Proverbs Thematic Sermon: Parenting and Honoring Parents (Erik Veerman)

Mar 10, 2024    Erik Veerman

Parenting and Honoring Parents

If you would please take out the insert with the Proverbs verses. On the inside, you’ll see that our Proverbs reading this morning begins a few verses from Proverbs chapter 23. Verses 13-16. If you would like to read those in the pew Bible, You can find that on page 646.

Our theme is parenting and parents. Let me say, these verses are not just for parents with younger children. No, actually, these verses have applicability to all of us. They speak to children, of course, but also to adults of all ages, whether your parents are still alive or have passed from this world.

Let’s now consider God’s Word. Again, starting with Proverbs 23:13-16


Reading of selected proverbs


Proverbs 23:13-16

    13 Do not withhold discipline from a child;

               if you strike him with a rod, he will not die.

    14 If you strike him with the rod,

               you will save his soul from Sheol.

    15 My son, if your heart is wise, my heart too will be glad.

    16 My inmost being will exult when your lips speak what is right.

The Joys and Sorrows of Parenting

10:1 The proverbs of Solomon. A wise son makes a glad father,

    but a foolish son is a sorrow to his mother.

15:20 A wise son makes a glad father, but a foolish man despises his mother.

17:25 A foolish son is a grief to his father and bitterness to her who bore him.

23:24 The father of the righteous will greatly rejoice;

    he who fathers a wise son will be glad in him.

23:25 Let your father and mother be glad; let her who bore you rejoice.

27:11 Be wise, my son, and make my heart glad,

    that I may answer him who reproaches me.

29:3 He who loves wisdom makes his father glad,

    but a companion of prostitutes squanders his wealth.

Honoring and Obeying Your Parents

17:6 Grandchildren are the crown of the aged,

    and the glory of children is their fathers.

19:26 He who does violence to his father and chases away his mother

    is a son who brings shame and reproach.

20:20 If one curses his father or his mother,

    his lamp will be put out in utter darkness.

23:22 Listen to your father who gave you life,

    and do not despise your mother when she is old.

27:8 Like a bird that strays from its nest is a man who strays from his home.

28:24 Whoever robs his father or his mother and says,

    “That is no transgression,”

    is a companion to a man who destroys.

Guiding and Disciplining Your Children

19:18 Discipline your son, for there is hope;

    do not set your heart on putting him to death.

22:6 Train up a child in the way he should go;

    even when he is old he will not depart from it.

22:15 Folly is bound up in the heart of a child,

    but the rod of discipline drives it far from him.

29:15 The rod and reproof give wisdom,

    but a child left to himself brings shame to his mother.

29:17 Discipline your son, and he will give you rest;

    he will give delight to your heart.



Every year, about 3-4,000 books about parenting or parents are published. That’s hard for me to wrap my mind around. To keep up, you would need to read 10 of those books every day.
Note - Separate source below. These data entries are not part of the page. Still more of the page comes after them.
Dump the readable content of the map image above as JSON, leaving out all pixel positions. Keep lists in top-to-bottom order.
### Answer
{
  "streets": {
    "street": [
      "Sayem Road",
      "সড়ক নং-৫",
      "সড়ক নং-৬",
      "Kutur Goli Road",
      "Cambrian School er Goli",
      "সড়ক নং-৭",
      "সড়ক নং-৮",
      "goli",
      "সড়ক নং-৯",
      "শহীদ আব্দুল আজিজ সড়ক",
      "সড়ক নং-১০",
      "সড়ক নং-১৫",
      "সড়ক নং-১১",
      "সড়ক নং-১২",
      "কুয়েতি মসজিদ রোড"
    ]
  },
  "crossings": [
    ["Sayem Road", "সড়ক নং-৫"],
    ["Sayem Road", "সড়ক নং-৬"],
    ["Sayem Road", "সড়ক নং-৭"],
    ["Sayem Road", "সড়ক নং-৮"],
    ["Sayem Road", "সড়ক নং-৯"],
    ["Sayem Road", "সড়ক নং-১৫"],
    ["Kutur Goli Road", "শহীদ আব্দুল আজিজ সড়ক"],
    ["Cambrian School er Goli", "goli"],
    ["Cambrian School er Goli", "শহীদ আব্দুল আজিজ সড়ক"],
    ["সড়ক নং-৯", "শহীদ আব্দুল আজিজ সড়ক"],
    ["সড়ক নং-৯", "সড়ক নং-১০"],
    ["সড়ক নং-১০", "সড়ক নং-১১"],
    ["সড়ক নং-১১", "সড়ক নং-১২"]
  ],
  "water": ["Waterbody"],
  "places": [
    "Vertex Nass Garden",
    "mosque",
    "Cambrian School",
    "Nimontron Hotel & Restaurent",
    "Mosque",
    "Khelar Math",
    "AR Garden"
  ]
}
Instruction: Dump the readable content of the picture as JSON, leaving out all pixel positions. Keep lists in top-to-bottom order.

Some of them, of course, become irrelevant pretty quickly because their cultural focus is so narrow. Many are not worth the paper on which they are written. But some parenting books stand the test of time.

And I would say, there’s one parenting book that is head and shoulders above the others. I strongly recommend that every single child read this book. Every single parent needs to read this book. If you’re not married or don’t have kids, reading this book will help you support others in the church. If you are a young or middle-age adult with parents, you need to read it. In short, everyone needs to read this book about parents and parenting.

I’m speaking, of course, about the book of Proverbs.

Do you realize, the entire background of Proverbs is about parenting. I know we just read 20 or so verses that focus on tangible areas of parenting and parents. But the premise of the whole book is a father writing to his sons.

Do you remember that from the first 9 chapters? Over and over, Solomon was speaking to his sons. Like Proverbs chapter 1 verse 8, “Hear, my son, your father's instruction, and forsake not your mother's teaching.”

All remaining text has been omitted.